Native Americas

I have a long standing interest in Native American studies, and issues. Back in 2004, I published a book called Dream Catchers: How Mainstream America Discovered Native Spirituality. I have also followed avidly all the spectacular recent finds about the very early human settlement of the Americas. I have hugely enjoyed visits through the years to the native sites in the four corners area, and to many, many mound cities and other settlements across the country.

More recently, I have been revising a general textbook on US history, and it was natural for me to beef up the Native material, which in fact from my own point of view became by far the most interesting part of the project. I even thought about developing this into a whole new free-standing book, but we will see.

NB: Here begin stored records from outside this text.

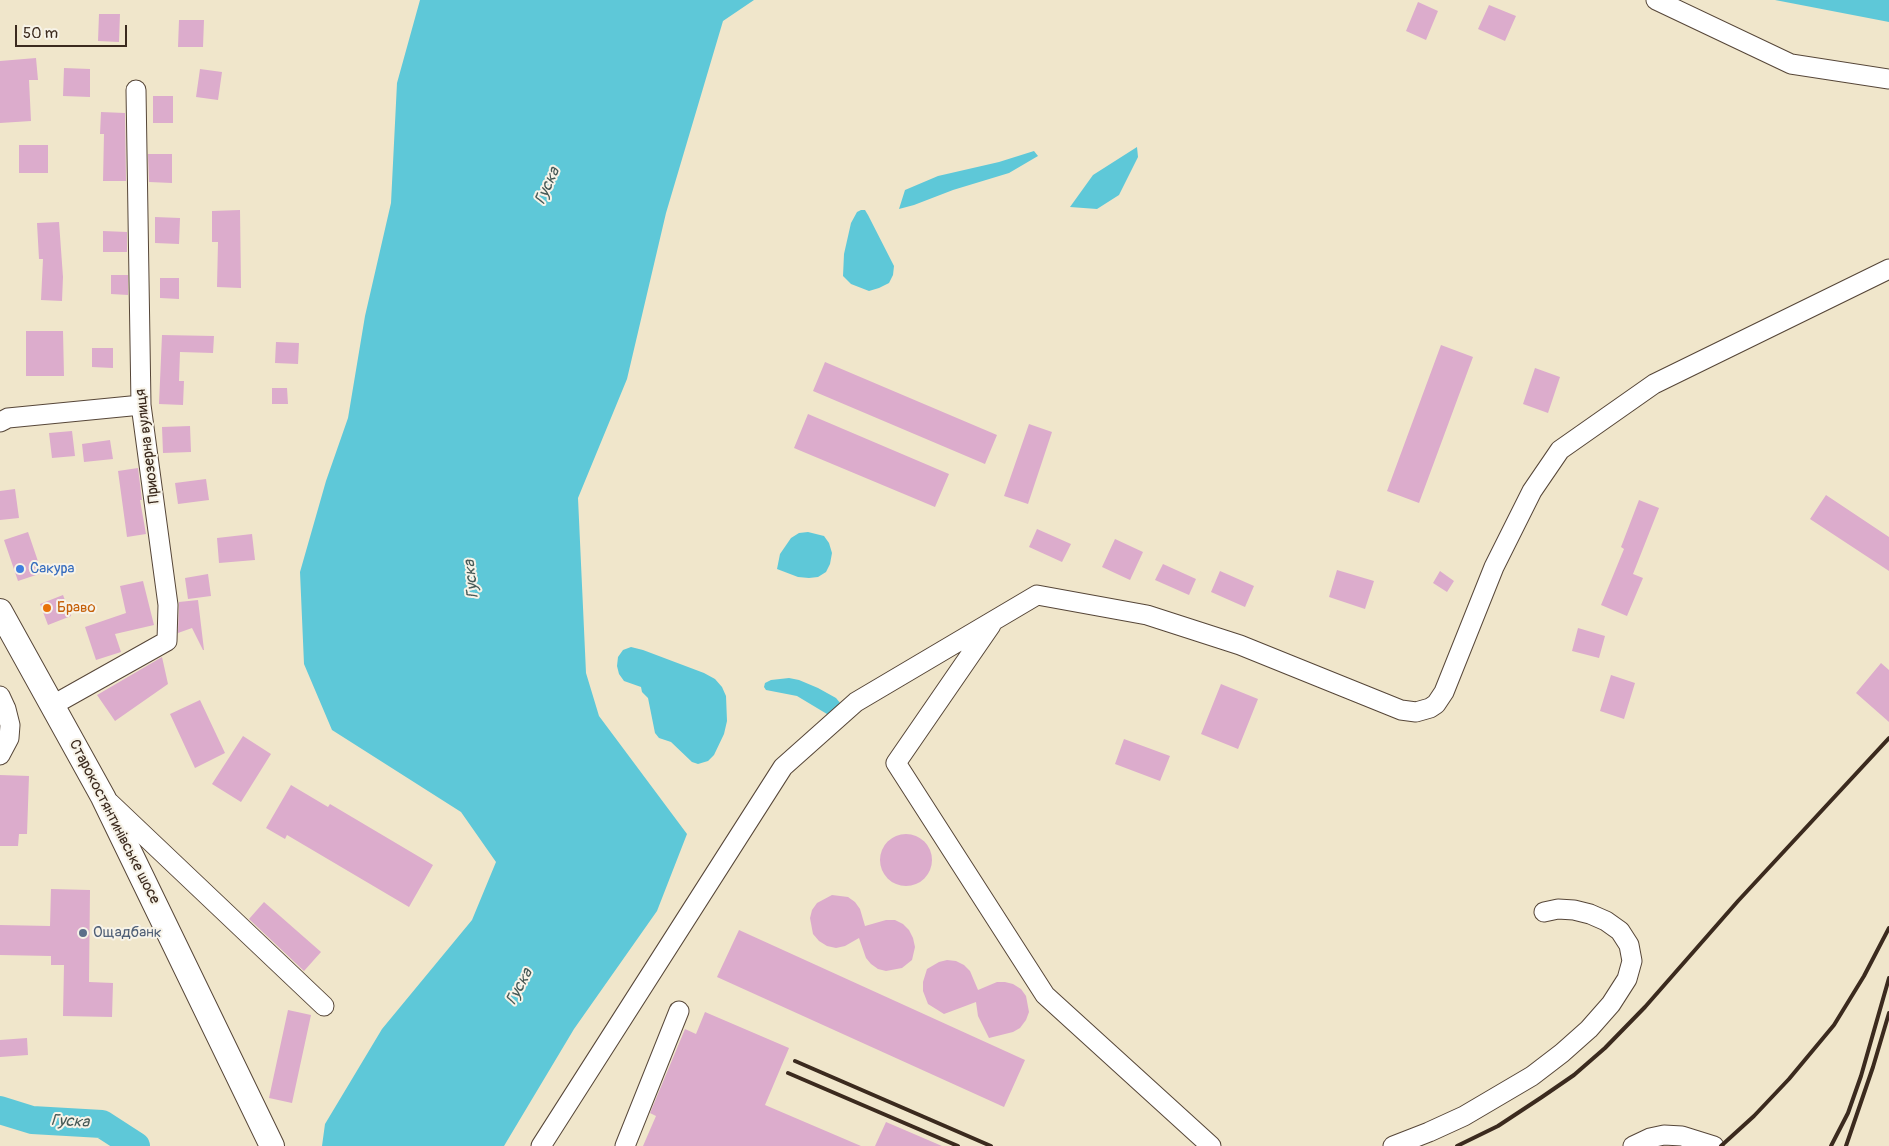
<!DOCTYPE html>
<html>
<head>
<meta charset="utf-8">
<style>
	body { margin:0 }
	#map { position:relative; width:1889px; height:1146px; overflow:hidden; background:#f0e6cb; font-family:Pangolin,sans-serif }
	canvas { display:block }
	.scale { position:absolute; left:15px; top:25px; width:112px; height:22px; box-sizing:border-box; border:2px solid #3b2a1e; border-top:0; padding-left:6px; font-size:15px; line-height:18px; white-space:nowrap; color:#3b2a1e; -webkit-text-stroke:4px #f7f3e8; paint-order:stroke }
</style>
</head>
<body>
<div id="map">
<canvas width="1889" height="1146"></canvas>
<div class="scale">50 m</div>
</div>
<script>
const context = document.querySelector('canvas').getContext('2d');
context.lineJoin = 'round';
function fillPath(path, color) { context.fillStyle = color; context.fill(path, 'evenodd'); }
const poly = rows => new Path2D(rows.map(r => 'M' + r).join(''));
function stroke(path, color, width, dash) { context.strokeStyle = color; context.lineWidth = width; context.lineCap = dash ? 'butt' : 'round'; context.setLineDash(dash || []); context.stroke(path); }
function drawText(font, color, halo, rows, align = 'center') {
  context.font = font + ' Pangolin,sans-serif'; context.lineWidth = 4; context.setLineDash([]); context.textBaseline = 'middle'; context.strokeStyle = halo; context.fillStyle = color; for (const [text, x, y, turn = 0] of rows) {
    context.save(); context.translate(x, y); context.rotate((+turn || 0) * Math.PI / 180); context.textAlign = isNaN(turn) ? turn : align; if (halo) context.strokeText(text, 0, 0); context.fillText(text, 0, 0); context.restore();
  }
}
fillPath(poly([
	[420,0,754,0,723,21,666,213,627,379,578,498,586,673,599,716,687,834,657,911,574,1029,504,1146,322,1146,325,1124,382,1029,472,920,496,862,461,812,332,730,304,664,300,572,326,481,348,418,365,316,391,203,397,83],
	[1775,0,1889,0,1889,22],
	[1137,147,1138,157,1119,195,1097,209,1070,207,1093,175],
	[1034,151,1038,156,1009,173,953,190,914,205,899,209,905,190,938,176,999,162],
	[861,210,865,210,868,215,894,266,893,275,889,283,879,288,869,291,851,284,843,276,844,254,851,223,857,212],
	[808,532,824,536,829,543,832,553,830,564,826,572,818,577,809,578,798,577,777,569,780,554,791,538,799,533],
	[631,647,643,650,704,673,715,679,722,687,726,696,727,721,724,734,714,755,708,761,698,764,692,762,671,742,659,738,655,733,648,698,642,692,641,687,624,681,619,674,617,666,618,657,623,650],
	[789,678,799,680,818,688,836,698,841,704,835,716,827,714,797,696,766,690,764,687,765,683,771,680]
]), '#5ec8d8');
stroke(poly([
	[0,1110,32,1120,102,1124,136,1146]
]), '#5ec8d8', 28);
fillPath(poly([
	[1418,2,1438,11,1426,40,1406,31],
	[1489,5,1516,16,1505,41,1478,29],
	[99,14,120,14,119,42,98,41],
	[179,20,204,20,203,47,178,47],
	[36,58,38,80,29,80,31,121,0,123,0,61],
	[64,68,90,69,90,97,63,96],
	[200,69,222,72,218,100,196,97],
	[153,96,173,96,173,123,153,123],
	[101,112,125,113,126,181,103,181,104,134,100,134],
	[19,145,48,145,48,173,19,173],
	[148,154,172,154,172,183,149,182],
	[240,210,241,288,217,287,218,242,212,242,212,211],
	[155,217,180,218,179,244,155,243],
	[59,222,63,277,62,301,41,300,43,259,39,259,37,223],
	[103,231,127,232,127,252,103,252],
	[111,275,128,275,128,295,111,294],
	[160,278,179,278,179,299,160,298],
	[26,331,63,331,64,376,26,376],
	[162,335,214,336,213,353,180,352,179,381,184,381,183,405,159,404],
	[276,342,299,343,298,364,275,363],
	[1441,345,1473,357,1419,503,1387,491],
	[92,348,113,348,113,368,92,367],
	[825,362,997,435,985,464,813,391],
	[1535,368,1560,377,1548,413,1523,404],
	[272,388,287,388,288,404,272,404],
	[808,414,949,474,935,507,794,448],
	[1029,424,1052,432,1028,504,1004,496],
	[190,426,191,452,163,453,162,427],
	[72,431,75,456,52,458,49,433],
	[110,440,113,459,84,462,82,444],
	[138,468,142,500,140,500,146,534,127,537,118,471],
	[206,479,209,500,178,504,175,483],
	[15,489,19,518,0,520,0,491],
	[1826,495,1889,537,1889,571,1810,519],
	[1639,500,1659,508,1633,574,1643,578,1627,616,1601,605,1624,549,1621,547],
	[1037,529,1071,544,1062,562,1029,547],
	[28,532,42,573,18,581,4,540],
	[252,534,255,560,219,563,217,538],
	[1115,539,1143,552,1130,580,1102,567],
	[1163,564,1196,579,1189,595,1155,580],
	[1337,570,1374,581,1365,609,1329,597],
	[1220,571,1254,586,1245,607,1211,592],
	[1440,571,1454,581,1447,592,1433,583],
	[208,574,211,596,188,599,185,578],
	[143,581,154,625,115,634,121,652,96,660,85,627,126,613,120,586],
	[63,595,71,616,48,625,40,604],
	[198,600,204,650,203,650,192,628,178,633,179,602],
	[1578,628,1605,636,1599,658,1572,651],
	[162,657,168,684,115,721,97,695],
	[1881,663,1889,670,1889,722,1856,693],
	[1611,675,1635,683,1624,719,1600,711],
	[1221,684,1258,699,1238,749,1201,734],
	[200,700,225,753,195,768,170,714],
	[243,736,271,754,241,802,212,784],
	[1124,739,1170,756,1160,781,1115,764],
	[0,775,29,776,27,834,19,834,18,846,0,846],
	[291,785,328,807,330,804,433,865,409,907,287,835,285,839,266,828],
	'880 860a26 26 0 1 1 52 0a26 26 0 1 1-52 0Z',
	[51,889,90,890,89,982,113,983,112,1017,63,1016,64,965,51,965,51,956,0,955,0,925,50,926],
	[832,895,848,897,855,902,860,909,865,926,886,920,895,920,903,924,909,930,913,938,915,947,912,960,902,968,886,971,878,969,871,964,866,958,859,938,845,946,836,948,827,946,819,941,813,934,810,918,812,910,817,903],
	[264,902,321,952,304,971,249,919],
	[739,930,1025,1060,1004,1107,717,977],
	[947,960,956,961,964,965,970,971,978,990,997,982,1005,982,1013,984,1021,989,1026,996,1029,1012,1026,1020,1020,1028,1013,1032,989,1038,978,1016,976,1002,944,1014,928,1004,923,991,923,982,927,969,939,962],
	[288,1010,311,1015,292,1103,269,1098],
	[705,1012,789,1048,765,1105,861,1146,643,1146,656,1116,650,1113,685,1029,696,1034],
	[27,1038,28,1055,0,1057,0,1040],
	[886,1122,942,1146,875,1146]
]), '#dcaccc');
const minor = poly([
	[1656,0,1791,64,1889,79],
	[0,422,8,418,141,405],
	[991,625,896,763,1045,995,1211,1146],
	[0,696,6,709,10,725,9,738,0,755],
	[53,705,167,641,168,605,141,405,136,90],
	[110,803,324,1006],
	[541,1146,783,767,856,702,1037,595,1147,615,1240,645,1401,710,1416,712,1430,708,1436,704,1444,692,1494,567,1532,491,1560,450,1654,384,1889,269],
	[625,1146,679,1011],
	[1393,1146,1429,1132,1464,1116,1532,1076,1562,1053,1589,1029,1611,1004,1627,979,1632,961,1629,945,1620,931,1606,921,1590,914,1574,910,1558,909,1544,912],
	[1633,1146,1650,1138,1664,1135,1682,1136,1714,1146]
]);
const major = poly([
	[0,611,103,797,272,1146]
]);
stroke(minor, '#564638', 21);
stroke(major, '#564638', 26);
stroke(minor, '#fff', 19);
stroke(major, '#fff', 24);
stroke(poly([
	[795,1061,991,1146],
	[788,1073,958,1146],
	[1457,1146,1498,1126,1542,1097,1574,1075,1605,1048,1645,1007,1738,901,1889,738],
	[1721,1146,1754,1116,1789,1079,1834,1025,1864,976,1889,928],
	[1831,1146,1848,1113,1861,1076,1889,978],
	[1846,1146,1873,1067,1889,1013]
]), '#3b2a1e', 4);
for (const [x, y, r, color] of [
	[20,569,5,"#3f7fe0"],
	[47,608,5,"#e8710a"],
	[83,933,5,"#5c6f8a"]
]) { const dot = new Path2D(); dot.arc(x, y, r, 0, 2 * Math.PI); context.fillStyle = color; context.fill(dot); stroke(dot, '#f7f3e8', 2); }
drawText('15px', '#3b2a1e', '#f7f3e8', [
	["Приозерна вулиця",148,446,-97],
	["Старокостянтинівське шосе",114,822,63]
]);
drawText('15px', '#366cbe', '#f7f3e8', [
	["Сакура",30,569]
], 'left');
drawText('15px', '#c56008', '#f7f3e8', [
	["Браво",57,608]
], 'left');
drawText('15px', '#4e5e75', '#f7f3e8', [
	["Ощадбанк",93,933]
], 'left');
drawText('italic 16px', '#465956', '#f7f3e8', [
	["Гуска",548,186,-66],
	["Гуска",472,579,-96],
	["Гуска",520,987,-62],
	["Гуска",70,1122,3]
]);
</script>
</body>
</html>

By way of illustration, I will include here my draft chapter on the “Native Americas” before European contact. 

Of course, I was strictly limited by the tight constraints of word limits, and any of the subsections here could have expanded substantially, but I think this does make for a good survey. I have tried throughout to integrate some theme that I have worked in in other writings, especially the impact of climate change and climate shocks in reshaping human cultures.

As I return to this material yet again, I continue to be struck by how often the actual history of Native peoples contradicts so many familiar stereotypes. I am ever more impressed by the adaptability of those peoples, their energy and entrepreneurial skills, their capacity of innovation; and their willingness to move physically, often substantial distances, in pursuit of better lives. In short, it is their sheer dynamism that strikes me most.

Naturally, I have more material in other chapters about later eras, and especially the dramatic changes in Native fortunes in the early nineteenth century, and the head-on conflicts with the aggressive new United States. The years between 1811 and 1815 or so are fascinating in that way.

One way or another, I am sure this will grow beyond the narrow bounds of that textbook. I just don’t exactly see how as yet! Obviously, the scholarly literature is growing day by day. So yes, this is very much, and literally, a work in progress.

The material I present here naturally overlaps with some other current research of mine, especially that on American Empire in History.